Have you ever heard a person humming a melody, and identified the song? It might be easy for you, but I’m comically tone-deaf when it comes to music. Humming, of itself, is an approximation of a song. An even better approximation could be singing. Include some instrumentals, and sometimes a cover of a song sounds indistinguishable from the original.
Instead of songs, in this chapter, you’ll approximate functions. Functions are a general notion of relations between inputs and outputs. In machine learning, you typically want to find the function that relates inputs to outputs. Finding the best possible function fit is difficult, but approximating the function is much easier.
Conveniently, artificial neural networks are a model in machine learning that can approximate any function. As you’ve learned, your model is a function that gives the output you’re looking for, given the inputs you have. In ML terms, given training data, you want to build a neural network model that best approximates the implicit function that might have generated the data—one that might not give you the exact answer but that’s good enough to be useful.
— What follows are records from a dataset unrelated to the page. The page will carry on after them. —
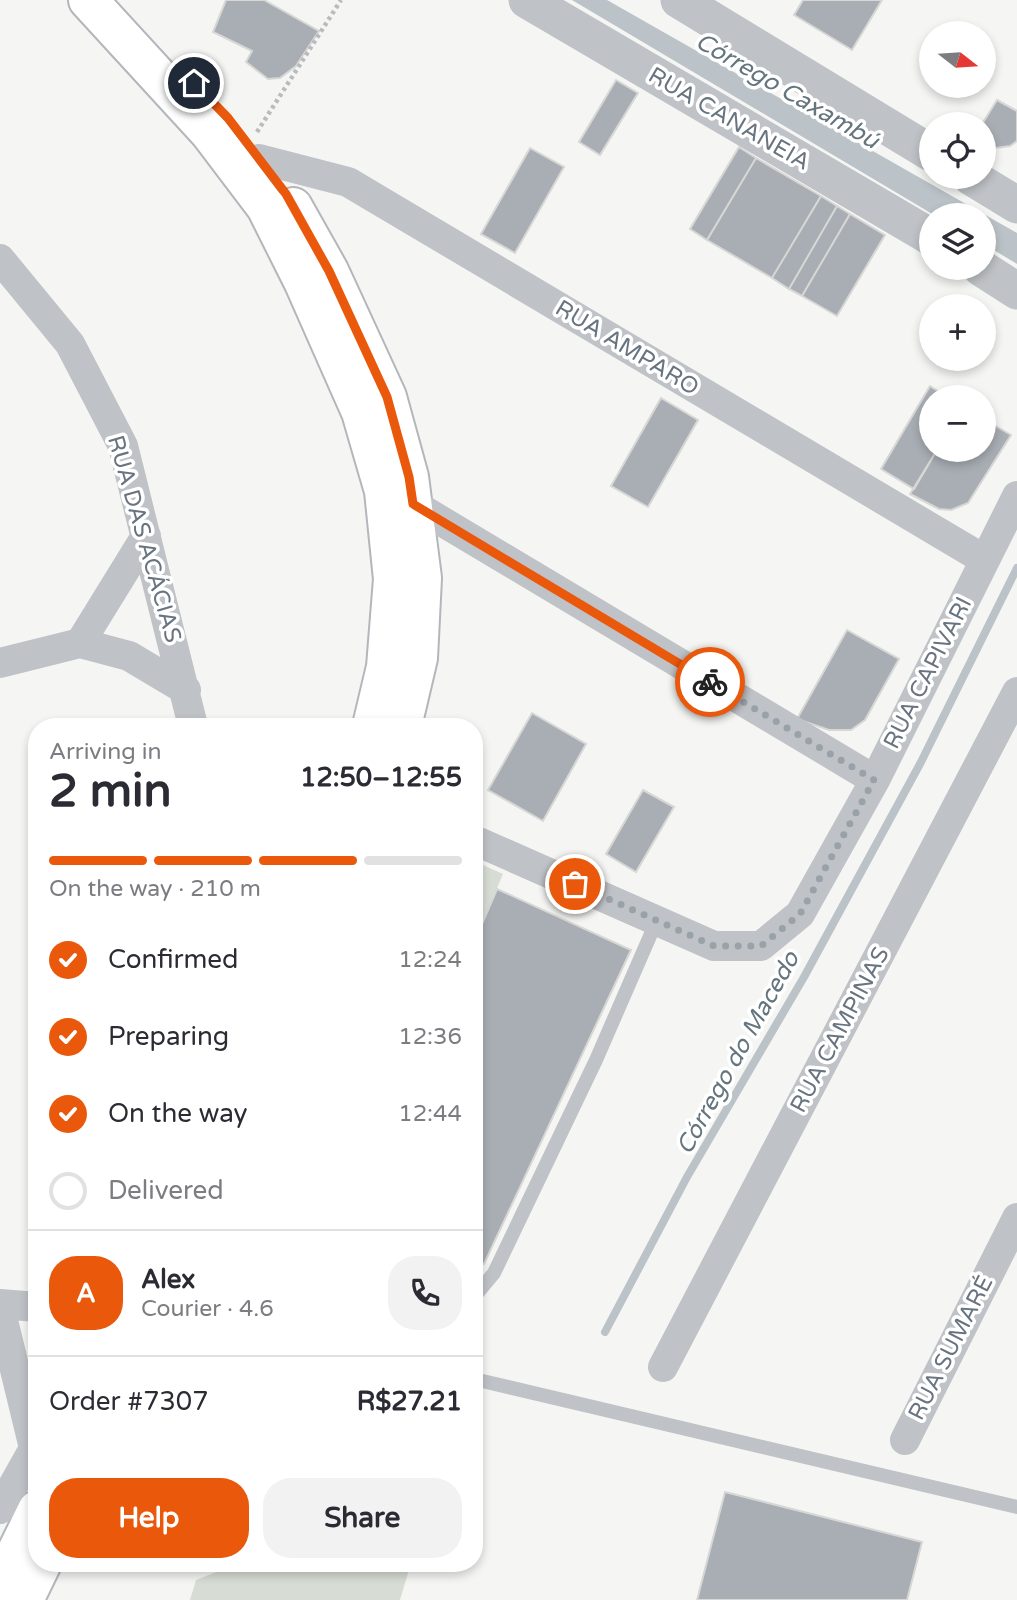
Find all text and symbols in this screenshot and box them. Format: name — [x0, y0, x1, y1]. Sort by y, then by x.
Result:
north arrow — [919, 21, 996, 98]
map controls — [919, 21, 996, 462]
water label: Córrego Caxambú — [690, 27, 885, 156]
pin — [164, 53, 224, 113]
street label: RUA CANANEIA — [643, 61, 815, 177]
icon: home — [175, 64, 213, 102]
button: locate — [919, 112, 996, 189]
button: layers — [919, 203, 996, 280]
street label: RUA AMPARO — [550, 294, 704, 402]
button: + — [919, 294, 996, 371]
button: − — [919, 385, 996, 462]
street label: RUA DAS ACÁCIAS — [101, 432, 187, 646]
street label: RUA CAPIVARI — [878, 592, 978, 754]
courier — [675, 647, 745, 717]
icon: bike — [691, 663, 729, 701]
text: Arriving in — [49, 738, 162, 766]
text: 12:50–12:55 — [300, 762, 462, 793]
text: 2 min — [49, 764, 172, 819]
pin — [545, 854, 605, 914]
icon: bag — [556, 865, 594, 903]
text: On the way · 210 m — [49, 875, 261, 903]
icon: check — [49, 941, 87, 979]
street label: RUA CAMPINAS — [785, 942, 895, 1118]
text: Confirmed — [108, 944, 238, 975]
water label: Córrego do Macedo — [670, 945, 806, 1159]
text: 12:24 — [398, 946, 462, 974]
icon: check — [49, 1018, 87, 1056]
text: Preparing — [108, 1021, 229, 1052]
text: 12:36 — [398, 1023, 462, 1051]
icon: check — [49, 1095, 87, 1133]
text: On the way — [108, 1098, 248, 1129]
text: 12:44 — [398, 1100, 462, 1128]
text: Delivered — [108, 1175, 224, 1206]
button: phone — [388, 1256, 462, 1330]
text: Alex — [141, 1264, 195, 1295]
street label: RUA SUMARÉ — [903, 1271, 999, 1425]
text: A — [76, 1278, 96, 1309]
text: Courier · 4.6 — [141, 1295, 274, 1323]
text: Order #7307 — [49, 1386, 209, 1417]
text: R$27.21 — [357, 1386, 462, 1417]
button: Help — [49, 1478, 249, 1558]
button: Share — [263, 1478, 462, 1558]

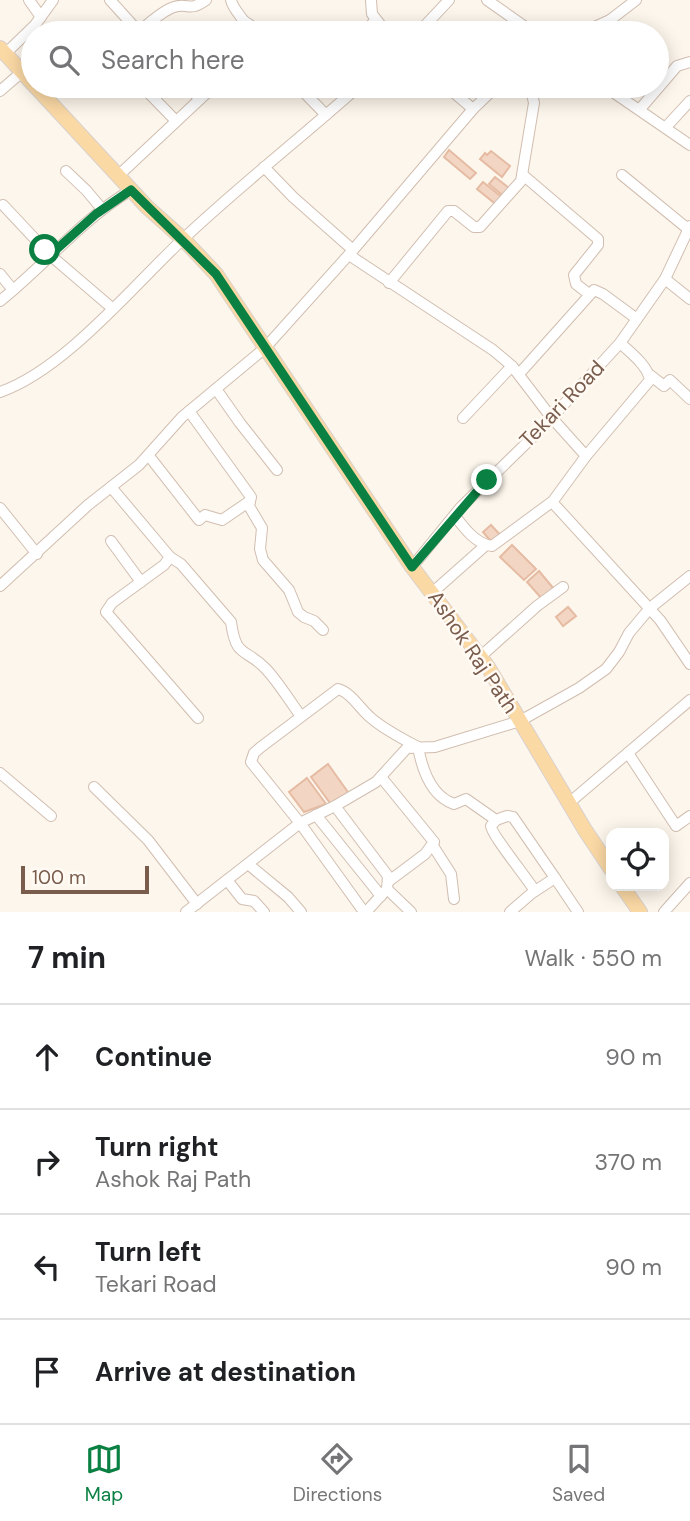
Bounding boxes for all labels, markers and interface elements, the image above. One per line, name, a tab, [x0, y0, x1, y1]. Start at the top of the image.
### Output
search box	[21, 21, 669, 98]
icon: search	[45, 41, 83, 79]
text: Search here	[101, 43, 244, 77]
route start	[29, 234, 60, 265]
street label: Tekari Road	[513, 354, 611, 454]
route end	[471, 464, 502, 495]
street label: Ashok Raj Path	[422, 585, 524, 719]
map controls	[606, 828, 669, 891]
button: locate	[606, 828, 669, 891]
scale bar	[21, 863, 149, 895]
text: 100 m	[32, 865, 86, 890]
text: 7 min	[28, 938, 106, 977]
text: Walk · 550 m	[524, 943, 662, 973]
icon: ahead	[28, 1038, 66, 1076]
text: Continue	[95, 1040, 212, 1074]
text: 90 m	[605, 1042, 662, 1072]
text: Turn right	[95, 1130, 219, 1164]
icon: right	[28, 1143, 66, 1181]
text: 370 m	[594, 1147, 662, 1177]
text: Ashok Raj Path	[95, 1164, 251, 1194]
text: Turn left	[95, 1235, 202, 1269]
icon: left	[28, 1248, 66, 1286]
text: 90 m	[605, 1252, 662, 1282]
text: Tekari Road	[95, 1269, 217, 1299]
icon: arrive	[28, 1353, 66, 1391]
text: Arrive at destination	[95, 1355, 356, 1389]
tab: Map	[85, 1440, 123, 1507]
tab: Directions	[293, 1440, 382, 1507]
tab: Saved	[552, 1440, 605, 1507]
So far, you’ve generated models by explicitly designing a function, whether it be linear, polynomial, or something more complicated. Neural networks enable a little bit of leeway when it comes to picking out the right function, and consequently the right model. In theory, a neural network can model general-purpose types of transformation—where you don’t need to know much at all about the function being modeled!
After section 7.1 introduces neural networks, you’ll learn how to use autoencoders, which encode data into smaller, faster representations, in section 7.2.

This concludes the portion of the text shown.